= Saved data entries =
+ + + +

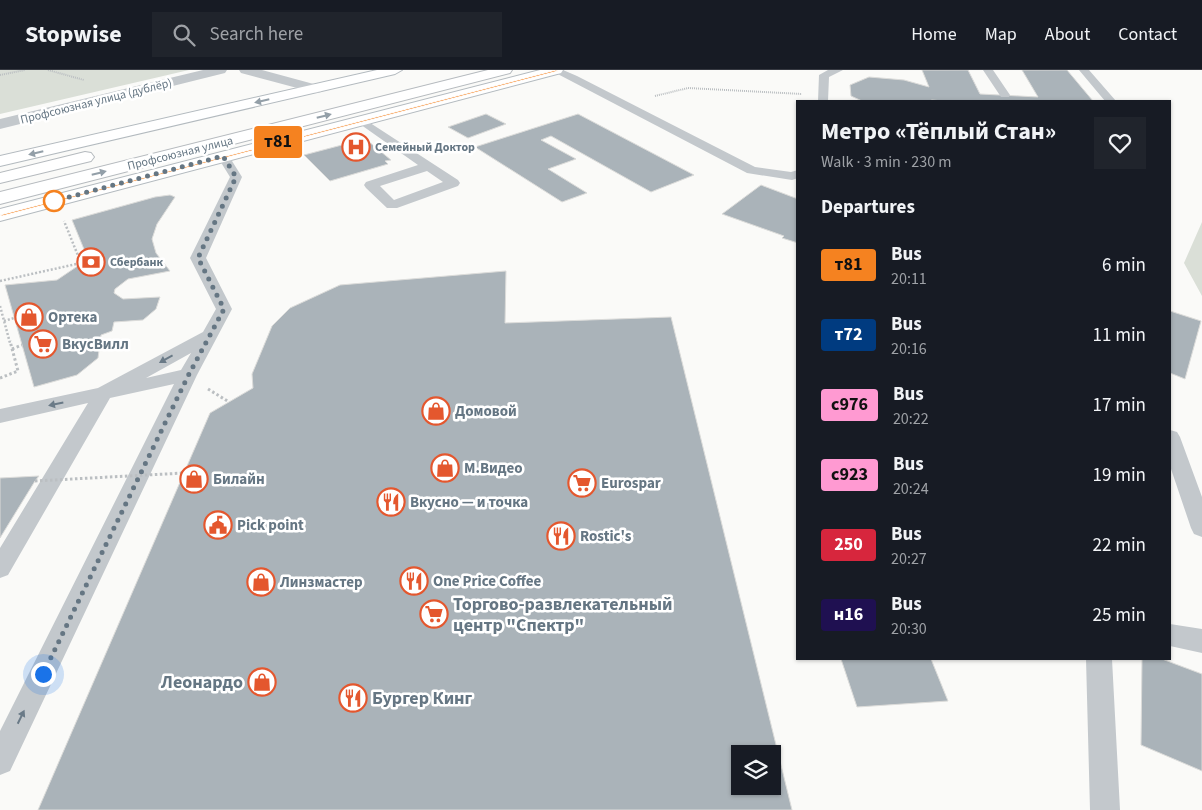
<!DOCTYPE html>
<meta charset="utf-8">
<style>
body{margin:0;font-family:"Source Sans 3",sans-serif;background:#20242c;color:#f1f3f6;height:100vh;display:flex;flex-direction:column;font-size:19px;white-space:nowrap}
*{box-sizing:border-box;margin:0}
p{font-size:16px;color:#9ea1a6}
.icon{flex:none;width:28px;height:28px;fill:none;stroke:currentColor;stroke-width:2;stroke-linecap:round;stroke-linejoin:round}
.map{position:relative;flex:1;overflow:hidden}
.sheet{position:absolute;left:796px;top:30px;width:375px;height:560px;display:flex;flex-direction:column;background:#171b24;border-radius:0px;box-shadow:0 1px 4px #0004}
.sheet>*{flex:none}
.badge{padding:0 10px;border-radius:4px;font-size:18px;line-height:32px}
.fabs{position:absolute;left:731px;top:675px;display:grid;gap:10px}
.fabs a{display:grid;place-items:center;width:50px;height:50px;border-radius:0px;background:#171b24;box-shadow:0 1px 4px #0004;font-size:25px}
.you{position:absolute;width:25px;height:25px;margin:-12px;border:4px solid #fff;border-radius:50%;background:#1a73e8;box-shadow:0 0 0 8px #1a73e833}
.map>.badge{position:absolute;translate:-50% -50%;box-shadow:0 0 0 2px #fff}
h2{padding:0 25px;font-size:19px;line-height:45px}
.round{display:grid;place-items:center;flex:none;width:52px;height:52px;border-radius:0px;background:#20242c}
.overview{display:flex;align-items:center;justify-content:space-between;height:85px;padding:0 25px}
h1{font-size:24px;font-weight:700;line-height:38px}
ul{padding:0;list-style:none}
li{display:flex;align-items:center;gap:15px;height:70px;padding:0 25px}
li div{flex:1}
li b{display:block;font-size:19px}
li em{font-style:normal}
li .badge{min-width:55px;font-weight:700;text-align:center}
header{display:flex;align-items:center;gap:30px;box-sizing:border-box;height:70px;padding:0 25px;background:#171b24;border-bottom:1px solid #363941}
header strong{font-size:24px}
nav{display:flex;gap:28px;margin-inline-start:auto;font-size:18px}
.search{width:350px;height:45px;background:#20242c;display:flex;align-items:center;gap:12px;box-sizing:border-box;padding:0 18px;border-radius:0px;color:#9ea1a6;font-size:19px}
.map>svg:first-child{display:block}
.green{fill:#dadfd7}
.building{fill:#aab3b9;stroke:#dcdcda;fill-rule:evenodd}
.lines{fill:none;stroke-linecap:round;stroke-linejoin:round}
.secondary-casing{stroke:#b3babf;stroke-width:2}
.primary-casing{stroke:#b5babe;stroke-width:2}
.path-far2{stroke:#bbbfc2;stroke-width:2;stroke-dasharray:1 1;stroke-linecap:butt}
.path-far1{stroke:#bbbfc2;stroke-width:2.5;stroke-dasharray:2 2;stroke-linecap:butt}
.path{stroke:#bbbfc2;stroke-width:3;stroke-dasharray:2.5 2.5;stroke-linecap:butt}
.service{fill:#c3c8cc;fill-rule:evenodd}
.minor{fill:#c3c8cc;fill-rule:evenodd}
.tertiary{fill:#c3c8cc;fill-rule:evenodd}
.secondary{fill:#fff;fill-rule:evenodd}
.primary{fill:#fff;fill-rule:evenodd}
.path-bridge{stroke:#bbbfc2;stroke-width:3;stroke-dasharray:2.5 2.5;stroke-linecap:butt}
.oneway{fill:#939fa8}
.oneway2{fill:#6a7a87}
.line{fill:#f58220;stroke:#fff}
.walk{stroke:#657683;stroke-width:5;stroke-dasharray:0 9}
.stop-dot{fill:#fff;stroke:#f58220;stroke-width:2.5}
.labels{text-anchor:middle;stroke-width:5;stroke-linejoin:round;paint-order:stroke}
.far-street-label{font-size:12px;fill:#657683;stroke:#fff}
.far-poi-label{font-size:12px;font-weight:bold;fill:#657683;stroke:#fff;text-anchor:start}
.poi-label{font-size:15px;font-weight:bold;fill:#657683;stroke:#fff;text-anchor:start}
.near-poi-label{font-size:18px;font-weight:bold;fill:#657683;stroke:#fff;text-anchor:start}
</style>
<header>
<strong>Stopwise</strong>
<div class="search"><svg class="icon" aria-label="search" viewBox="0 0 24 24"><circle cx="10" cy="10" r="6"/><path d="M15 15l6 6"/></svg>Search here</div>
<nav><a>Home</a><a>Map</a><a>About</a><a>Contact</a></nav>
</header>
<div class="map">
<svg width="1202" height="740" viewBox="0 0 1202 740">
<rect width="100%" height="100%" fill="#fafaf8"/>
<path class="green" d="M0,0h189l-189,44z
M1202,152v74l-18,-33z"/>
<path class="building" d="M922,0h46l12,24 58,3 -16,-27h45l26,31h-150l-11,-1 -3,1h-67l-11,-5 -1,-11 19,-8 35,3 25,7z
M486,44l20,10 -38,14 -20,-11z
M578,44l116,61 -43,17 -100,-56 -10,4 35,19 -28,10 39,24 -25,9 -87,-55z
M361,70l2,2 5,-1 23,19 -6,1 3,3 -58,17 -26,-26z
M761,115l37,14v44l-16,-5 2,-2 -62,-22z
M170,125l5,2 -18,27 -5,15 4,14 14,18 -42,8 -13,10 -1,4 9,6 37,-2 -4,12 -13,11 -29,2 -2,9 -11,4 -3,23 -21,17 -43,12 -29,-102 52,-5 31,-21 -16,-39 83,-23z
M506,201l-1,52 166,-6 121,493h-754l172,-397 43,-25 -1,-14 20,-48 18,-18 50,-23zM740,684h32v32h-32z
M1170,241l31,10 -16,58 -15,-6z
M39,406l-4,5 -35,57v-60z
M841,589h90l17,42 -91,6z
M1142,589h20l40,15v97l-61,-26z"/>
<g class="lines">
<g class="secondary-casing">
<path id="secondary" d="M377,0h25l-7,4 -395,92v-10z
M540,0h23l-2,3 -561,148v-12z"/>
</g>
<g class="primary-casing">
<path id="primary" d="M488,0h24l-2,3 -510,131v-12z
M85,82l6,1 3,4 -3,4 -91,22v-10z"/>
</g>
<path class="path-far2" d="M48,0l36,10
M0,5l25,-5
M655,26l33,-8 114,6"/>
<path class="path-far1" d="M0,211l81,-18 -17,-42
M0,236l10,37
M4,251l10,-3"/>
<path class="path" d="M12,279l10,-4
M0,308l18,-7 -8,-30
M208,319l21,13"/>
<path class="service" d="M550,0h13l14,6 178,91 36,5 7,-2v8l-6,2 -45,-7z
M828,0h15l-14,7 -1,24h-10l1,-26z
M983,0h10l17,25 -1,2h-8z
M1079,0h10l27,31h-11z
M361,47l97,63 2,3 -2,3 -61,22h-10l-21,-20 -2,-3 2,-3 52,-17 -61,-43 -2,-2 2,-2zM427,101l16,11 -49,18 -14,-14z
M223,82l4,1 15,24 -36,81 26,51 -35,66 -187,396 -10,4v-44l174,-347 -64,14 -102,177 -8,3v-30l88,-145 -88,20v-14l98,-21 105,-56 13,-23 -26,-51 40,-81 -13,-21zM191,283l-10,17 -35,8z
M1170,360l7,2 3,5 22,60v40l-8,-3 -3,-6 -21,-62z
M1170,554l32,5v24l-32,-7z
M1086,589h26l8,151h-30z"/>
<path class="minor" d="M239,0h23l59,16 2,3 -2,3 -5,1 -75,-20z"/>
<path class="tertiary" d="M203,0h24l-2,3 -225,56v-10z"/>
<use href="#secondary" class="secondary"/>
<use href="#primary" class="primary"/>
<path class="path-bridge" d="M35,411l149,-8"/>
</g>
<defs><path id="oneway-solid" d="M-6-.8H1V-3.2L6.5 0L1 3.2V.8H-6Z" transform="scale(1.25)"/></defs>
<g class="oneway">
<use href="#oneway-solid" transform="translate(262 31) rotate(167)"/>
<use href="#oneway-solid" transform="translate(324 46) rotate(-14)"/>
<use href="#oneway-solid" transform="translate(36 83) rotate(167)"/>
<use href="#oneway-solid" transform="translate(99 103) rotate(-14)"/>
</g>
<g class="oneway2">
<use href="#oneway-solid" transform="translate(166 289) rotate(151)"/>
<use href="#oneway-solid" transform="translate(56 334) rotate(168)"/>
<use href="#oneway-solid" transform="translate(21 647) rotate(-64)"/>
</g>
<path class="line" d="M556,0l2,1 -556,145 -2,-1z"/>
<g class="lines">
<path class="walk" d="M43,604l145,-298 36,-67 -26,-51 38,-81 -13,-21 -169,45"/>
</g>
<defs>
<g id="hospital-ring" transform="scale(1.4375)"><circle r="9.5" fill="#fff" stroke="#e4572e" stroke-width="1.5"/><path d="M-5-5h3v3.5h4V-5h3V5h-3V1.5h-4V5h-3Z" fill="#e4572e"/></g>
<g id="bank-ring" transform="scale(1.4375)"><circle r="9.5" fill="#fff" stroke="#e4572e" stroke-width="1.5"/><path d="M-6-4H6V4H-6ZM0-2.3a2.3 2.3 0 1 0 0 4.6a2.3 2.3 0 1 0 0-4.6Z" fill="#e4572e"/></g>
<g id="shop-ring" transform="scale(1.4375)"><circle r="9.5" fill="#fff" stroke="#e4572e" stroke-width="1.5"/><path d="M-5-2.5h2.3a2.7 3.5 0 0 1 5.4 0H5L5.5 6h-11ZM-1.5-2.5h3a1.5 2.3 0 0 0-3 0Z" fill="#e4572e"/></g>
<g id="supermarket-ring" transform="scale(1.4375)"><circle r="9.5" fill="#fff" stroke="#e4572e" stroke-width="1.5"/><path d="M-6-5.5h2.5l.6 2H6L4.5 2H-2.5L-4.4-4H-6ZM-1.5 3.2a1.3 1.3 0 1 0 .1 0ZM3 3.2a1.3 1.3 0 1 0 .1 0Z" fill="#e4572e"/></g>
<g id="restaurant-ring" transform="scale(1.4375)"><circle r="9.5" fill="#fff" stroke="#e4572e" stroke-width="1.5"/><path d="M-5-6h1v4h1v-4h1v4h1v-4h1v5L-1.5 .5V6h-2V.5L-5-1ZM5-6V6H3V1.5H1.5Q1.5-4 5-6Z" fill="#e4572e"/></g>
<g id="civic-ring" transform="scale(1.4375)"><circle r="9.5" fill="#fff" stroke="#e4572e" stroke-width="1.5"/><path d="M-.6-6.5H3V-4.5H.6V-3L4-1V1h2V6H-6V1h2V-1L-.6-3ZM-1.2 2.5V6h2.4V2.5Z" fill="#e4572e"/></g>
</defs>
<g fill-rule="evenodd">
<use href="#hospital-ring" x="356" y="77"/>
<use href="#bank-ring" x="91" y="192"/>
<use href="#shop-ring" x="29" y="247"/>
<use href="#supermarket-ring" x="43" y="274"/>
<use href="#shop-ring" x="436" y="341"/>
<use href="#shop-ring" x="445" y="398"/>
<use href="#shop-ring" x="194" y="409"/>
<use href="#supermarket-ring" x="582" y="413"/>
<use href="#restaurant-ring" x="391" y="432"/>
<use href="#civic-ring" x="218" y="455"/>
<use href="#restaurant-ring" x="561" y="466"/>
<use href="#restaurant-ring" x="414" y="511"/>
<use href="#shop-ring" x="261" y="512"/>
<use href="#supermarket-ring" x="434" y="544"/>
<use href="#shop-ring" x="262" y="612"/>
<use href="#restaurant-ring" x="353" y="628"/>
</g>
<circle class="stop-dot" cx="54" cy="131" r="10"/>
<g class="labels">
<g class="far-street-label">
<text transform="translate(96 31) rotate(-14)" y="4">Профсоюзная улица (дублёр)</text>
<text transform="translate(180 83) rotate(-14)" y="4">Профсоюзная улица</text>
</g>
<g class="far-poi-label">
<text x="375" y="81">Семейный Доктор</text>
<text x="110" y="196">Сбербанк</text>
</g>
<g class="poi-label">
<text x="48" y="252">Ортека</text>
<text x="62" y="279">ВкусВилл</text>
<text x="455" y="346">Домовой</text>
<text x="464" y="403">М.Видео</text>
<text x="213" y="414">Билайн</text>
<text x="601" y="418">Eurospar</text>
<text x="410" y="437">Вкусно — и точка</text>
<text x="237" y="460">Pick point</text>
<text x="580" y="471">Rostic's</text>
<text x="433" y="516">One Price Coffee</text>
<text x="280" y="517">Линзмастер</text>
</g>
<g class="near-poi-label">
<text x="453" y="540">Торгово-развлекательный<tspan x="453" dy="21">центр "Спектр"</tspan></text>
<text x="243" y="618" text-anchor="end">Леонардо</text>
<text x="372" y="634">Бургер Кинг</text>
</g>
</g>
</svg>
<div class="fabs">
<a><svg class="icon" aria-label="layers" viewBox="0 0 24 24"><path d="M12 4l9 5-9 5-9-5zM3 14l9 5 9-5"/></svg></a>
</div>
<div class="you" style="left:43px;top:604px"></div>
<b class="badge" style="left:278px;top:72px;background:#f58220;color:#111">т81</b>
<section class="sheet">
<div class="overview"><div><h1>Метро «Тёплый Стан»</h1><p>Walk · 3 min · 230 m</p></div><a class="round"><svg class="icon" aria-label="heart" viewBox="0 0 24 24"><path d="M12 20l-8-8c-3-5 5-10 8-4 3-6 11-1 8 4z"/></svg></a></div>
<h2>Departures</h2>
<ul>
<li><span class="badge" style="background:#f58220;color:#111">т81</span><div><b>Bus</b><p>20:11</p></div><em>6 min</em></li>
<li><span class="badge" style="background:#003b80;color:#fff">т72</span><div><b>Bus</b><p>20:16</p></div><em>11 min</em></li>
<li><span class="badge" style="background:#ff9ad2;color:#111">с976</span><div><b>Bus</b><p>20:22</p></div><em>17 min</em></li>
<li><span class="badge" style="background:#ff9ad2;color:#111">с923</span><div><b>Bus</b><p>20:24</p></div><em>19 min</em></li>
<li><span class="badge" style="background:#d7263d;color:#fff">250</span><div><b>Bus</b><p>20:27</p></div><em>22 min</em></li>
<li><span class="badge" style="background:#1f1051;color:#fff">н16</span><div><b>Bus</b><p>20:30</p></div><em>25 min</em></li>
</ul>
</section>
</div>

+ + + +

= Task item =
Please copy out each line of the data in which the word "evenodd" occurs.

= Output of the task =
.building{fill:#aab3b9;stroke:#dcdcda;fill-rule:evenodd}
.service{fill:#c3c8cc;fill-rule:evenodd}
.minor{fill:#c3c8cc;fill-rule:evenodd}
.tertiary{fill:#c3c8cc;fill-rule:evenodd}
.secondary{fill:#fff;fill-rule:evenodd}
.primary{fill:#fff;fill-rule:evenodd}
<g fill-rule="evenodd">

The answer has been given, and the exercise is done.